Bimba nasce con due teste: delicata operazione per rimuoverne una

Bimba con due testeRaro ed incredibile episodio quello avvenuto in India dove una neonata è venuta alla luce con una seconda testa ed è stato necessario sottoporla ad un delicato intervento chirurgico per poterla rimuovere. La piccola, alla quale deve essere ancora dato un nome, è nata dopo un parto cesareo in un ospedale privato di Bhilwada nel Rajasthan, nel nord del Paese, lo scorso 26 aprile, concepita da una coppia di contadini.
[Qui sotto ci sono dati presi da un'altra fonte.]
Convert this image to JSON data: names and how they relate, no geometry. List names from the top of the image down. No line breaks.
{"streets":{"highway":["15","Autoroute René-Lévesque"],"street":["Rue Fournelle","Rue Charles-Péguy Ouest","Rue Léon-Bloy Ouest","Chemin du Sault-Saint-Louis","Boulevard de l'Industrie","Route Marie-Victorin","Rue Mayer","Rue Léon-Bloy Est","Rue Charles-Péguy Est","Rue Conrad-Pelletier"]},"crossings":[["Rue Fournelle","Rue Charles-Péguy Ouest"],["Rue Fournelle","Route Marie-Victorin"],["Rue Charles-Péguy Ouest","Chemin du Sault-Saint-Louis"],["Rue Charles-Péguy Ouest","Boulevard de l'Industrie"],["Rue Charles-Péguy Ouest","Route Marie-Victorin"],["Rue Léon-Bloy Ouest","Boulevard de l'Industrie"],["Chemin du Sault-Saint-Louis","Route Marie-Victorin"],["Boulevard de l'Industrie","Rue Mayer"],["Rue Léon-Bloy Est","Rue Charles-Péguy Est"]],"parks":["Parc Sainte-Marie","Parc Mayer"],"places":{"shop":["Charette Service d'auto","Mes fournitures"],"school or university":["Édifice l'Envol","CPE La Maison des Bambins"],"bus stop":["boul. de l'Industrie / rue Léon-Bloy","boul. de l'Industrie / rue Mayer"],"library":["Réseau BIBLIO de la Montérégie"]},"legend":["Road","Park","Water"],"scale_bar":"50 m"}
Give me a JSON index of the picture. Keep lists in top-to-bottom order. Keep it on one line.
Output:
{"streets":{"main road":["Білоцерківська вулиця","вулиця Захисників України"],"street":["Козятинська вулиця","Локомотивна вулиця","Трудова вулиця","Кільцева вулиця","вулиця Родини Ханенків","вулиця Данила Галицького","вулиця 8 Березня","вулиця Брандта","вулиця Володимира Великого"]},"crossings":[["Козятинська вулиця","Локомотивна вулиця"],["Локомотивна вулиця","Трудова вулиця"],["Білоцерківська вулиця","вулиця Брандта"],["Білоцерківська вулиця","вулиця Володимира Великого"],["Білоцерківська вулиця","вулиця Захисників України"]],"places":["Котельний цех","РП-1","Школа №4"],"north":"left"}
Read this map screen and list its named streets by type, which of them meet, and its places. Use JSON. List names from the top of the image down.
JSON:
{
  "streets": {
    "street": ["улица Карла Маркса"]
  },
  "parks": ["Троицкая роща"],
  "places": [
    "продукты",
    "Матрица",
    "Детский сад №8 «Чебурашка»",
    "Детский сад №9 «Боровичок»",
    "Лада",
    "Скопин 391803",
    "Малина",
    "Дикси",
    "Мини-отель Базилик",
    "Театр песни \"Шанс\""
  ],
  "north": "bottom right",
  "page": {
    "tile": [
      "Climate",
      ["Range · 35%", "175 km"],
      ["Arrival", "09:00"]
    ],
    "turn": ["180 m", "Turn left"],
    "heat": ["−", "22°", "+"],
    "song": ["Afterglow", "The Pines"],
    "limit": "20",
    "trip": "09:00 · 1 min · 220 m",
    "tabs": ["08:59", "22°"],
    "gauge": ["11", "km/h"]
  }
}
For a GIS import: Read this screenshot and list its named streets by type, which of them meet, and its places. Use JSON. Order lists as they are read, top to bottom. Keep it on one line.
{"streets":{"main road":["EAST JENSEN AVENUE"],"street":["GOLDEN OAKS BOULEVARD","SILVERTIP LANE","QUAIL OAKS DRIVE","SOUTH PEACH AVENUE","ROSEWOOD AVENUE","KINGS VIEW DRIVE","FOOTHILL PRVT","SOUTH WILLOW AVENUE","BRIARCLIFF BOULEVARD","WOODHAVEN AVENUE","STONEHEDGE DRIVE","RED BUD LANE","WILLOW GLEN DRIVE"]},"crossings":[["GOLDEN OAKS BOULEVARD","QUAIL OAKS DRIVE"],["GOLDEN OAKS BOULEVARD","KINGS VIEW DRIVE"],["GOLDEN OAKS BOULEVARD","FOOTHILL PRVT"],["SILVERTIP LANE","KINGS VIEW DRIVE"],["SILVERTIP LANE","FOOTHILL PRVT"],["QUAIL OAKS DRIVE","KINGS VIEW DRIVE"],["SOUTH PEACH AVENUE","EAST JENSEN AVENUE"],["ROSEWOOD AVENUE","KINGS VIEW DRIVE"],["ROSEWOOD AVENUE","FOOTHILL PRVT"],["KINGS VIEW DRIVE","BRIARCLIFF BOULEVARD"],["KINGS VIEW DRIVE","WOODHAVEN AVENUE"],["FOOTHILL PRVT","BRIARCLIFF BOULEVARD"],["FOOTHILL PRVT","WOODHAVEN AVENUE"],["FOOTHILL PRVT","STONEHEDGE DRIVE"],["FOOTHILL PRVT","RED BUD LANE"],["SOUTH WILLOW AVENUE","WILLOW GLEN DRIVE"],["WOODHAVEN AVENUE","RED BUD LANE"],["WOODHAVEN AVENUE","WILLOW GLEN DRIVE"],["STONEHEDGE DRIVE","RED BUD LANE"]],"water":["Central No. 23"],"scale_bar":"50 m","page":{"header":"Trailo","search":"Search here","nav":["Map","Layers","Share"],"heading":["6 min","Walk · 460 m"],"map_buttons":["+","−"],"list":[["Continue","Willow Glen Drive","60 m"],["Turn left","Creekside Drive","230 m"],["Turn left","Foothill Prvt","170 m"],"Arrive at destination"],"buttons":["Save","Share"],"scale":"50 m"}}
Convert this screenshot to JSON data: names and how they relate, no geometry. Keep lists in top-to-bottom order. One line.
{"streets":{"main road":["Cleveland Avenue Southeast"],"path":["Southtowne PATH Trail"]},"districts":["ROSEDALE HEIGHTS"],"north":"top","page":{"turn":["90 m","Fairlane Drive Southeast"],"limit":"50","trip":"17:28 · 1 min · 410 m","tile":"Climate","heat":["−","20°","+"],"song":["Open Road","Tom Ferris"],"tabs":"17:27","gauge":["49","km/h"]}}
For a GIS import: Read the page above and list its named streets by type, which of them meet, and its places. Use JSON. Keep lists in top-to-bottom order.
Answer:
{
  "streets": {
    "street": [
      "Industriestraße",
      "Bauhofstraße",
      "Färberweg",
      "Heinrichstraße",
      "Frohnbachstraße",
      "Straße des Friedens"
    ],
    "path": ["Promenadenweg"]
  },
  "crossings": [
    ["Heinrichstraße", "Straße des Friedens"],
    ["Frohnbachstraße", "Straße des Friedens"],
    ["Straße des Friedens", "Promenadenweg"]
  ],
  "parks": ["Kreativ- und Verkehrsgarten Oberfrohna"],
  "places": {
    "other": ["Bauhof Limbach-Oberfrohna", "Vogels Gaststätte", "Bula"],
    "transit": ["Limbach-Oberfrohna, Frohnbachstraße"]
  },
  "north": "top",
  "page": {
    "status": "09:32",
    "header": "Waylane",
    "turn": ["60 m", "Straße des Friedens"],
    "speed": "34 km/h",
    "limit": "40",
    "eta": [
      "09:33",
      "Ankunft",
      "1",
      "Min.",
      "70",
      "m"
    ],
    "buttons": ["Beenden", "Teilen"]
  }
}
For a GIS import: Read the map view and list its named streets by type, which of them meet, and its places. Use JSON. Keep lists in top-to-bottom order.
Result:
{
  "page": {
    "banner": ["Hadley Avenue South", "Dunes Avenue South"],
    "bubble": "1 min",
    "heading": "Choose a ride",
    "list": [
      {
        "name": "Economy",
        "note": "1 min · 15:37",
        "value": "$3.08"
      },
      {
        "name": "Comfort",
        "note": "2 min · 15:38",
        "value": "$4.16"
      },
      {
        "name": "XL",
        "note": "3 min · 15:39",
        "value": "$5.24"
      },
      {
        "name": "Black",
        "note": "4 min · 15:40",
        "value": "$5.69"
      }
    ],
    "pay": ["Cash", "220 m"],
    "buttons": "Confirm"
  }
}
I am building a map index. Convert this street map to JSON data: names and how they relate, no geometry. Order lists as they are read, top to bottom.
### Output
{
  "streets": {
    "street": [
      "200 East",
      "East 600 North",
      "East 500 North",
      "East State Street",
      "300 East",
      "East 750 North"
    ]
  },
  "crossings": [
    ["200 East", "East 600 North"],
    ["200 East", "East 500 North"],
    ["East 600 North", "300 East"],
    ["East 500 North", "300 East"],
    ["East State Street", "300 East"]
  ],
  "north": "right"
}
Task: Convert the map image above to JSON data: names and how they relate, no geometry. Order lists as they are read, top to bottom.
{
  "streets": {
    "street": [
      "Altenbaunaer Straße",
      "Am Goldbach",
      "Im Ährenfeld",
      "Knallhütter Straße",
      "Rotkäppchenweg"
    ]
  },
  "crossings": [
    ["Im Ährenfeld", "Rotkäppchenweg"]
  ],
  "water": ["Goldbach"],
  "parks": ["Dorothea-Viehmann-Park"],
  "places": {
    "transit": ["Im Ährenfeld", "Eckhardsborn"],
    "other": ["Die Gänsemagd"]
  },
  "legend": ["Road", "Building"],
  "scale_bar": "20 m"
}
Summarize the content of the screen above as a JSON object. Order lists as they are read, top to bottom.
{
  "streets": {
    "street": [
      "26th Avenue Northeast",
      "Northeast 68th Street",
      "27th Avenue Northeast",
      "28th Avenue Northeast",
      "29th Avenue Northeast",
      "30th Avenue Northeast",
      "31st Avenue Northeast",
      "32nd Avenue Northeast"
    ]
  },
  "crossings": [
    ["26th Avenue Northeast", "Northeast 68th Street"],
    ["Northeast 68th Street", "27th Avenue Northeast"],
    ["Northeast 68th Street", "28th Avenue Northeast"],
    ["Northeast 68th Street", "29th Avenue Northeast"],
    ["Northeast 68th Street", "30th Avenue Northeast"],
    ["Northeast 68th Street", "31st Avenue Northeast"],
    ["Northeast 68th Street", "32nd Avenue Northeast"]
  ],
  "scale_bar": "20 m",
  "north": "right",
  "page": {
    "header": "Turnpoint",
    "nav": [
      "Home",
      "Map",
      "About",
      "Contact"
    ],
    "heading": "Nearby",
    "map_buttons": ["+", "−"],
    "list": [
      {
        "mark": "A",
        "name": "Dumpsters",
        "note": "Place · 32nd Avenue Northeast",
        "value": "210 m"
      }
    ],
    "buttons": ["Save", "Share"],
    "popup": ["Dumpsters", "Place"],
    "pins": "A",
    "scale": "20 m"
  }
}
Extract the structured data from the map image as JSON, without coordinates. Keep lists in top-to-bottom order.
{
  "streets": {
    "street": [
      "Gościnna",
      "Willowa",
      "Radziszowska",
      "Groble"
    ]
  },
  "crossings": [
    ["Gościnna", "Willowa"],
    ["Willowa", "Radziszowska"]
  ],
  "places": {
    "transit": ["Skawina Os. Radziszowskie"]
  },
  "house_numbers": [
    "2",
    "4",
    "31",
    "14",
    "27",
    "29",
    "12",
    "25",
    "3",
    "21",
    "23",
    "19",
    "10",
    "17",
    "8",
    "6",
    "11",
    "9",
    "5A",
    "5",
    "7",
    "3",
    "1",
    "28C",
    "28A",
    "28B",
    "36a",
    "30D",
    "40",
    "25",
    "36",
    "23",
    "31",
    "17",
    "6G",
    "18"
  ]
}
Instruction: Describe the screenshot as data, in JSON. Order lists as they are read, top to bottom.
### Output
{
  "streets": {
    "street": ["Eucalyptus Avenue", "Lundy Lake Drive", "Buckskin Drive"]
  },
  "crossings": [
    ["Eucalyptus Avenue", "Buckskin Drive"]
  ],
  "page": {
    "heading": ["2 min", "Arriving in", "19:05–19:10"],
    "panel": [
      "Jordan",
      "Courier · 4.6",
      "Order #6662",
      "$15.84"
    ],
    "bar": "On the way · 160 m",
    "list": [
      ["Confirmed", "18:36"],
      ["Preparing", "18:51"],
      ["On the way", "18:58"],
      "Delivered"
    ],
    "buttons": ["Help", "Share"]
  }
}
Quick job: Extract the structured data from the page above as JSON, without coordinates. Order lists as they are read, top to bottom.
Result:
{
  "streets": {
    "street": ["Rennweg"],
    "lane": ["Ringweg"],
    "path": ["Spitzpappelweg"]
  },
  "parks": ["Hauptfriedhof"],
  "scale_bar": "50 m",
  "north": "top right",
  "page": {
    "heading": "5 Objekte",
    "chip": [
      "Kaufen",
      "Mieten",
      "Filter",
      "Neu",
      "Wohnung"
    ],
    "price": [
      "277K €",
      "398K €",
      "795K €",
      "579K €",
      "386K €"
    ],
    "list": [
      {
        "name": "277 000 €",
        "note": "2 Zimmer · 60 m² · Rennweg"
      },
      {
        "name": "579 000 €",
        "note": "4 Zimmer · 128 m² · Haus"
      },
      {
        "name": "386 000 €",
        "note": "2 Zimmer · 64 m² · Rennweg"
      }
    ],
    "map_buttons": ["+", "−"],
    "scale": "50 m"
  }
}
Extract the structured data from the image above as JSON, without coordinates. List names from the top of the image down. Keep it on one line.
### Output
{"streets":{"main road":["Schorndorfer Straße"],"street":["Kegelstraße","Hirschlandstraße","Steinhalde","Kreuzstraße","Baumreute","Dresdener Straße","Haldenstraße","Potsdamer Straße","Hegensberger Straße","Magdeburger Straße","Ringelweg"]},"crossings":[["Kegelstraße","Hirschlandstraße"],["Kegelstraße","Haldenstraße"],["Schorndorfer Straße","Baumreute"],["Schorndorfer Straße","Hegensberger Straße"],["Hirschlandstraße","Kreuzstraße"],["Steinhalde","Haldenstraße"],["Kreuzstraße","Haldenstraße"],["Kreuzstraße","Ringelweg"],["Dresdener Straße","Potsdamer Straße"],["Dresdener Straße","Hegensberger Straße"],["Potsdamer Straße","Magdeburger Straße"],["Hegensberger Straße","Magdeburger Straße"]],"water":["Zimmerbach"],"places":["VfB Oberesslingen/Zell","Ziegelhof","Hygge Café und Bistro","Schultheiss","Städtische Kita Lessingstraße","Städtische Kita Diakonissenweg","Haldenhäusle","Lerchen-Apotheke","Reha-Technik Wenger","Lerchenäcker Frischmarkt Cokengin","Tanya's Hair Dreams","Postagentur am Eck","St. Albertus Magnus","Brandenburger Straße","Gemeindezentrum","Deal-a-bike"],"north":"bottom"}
Ma appena venuta al mondo la bimba, che pesava solo 2,2 Kg, ha lasciato i medici sconvolti non appena si sono resi conto che, attaccata al suo corpo, c’era una testa completa di occhi, orecchie, naso e labbra, oltre ad una mano sinistra malformata che spuntavano dal petto. Si tratta di un gemello parassita che nel corso della gravidanza è cresciuto all’interno dell’utero non separandosi completamente dall’altro embrione; uno dei due ha così mantenuto uno sviluppo dominante a scapito dell’altro, cresciuto solo parzialmente. I medici hanno immediatamente optato per un intervento chirurgico, effettuato presso l’ospedale JK LOne a Jaipur, a 336 miglia di distanza dal nosocomio nel quale era venuta al mondo: qui è intervenuto un intero team di medici che, nel corso della delicatissima operazione, ha staccato la testa ‘parassita’ dalla neonata in un intervento durato quattro ore.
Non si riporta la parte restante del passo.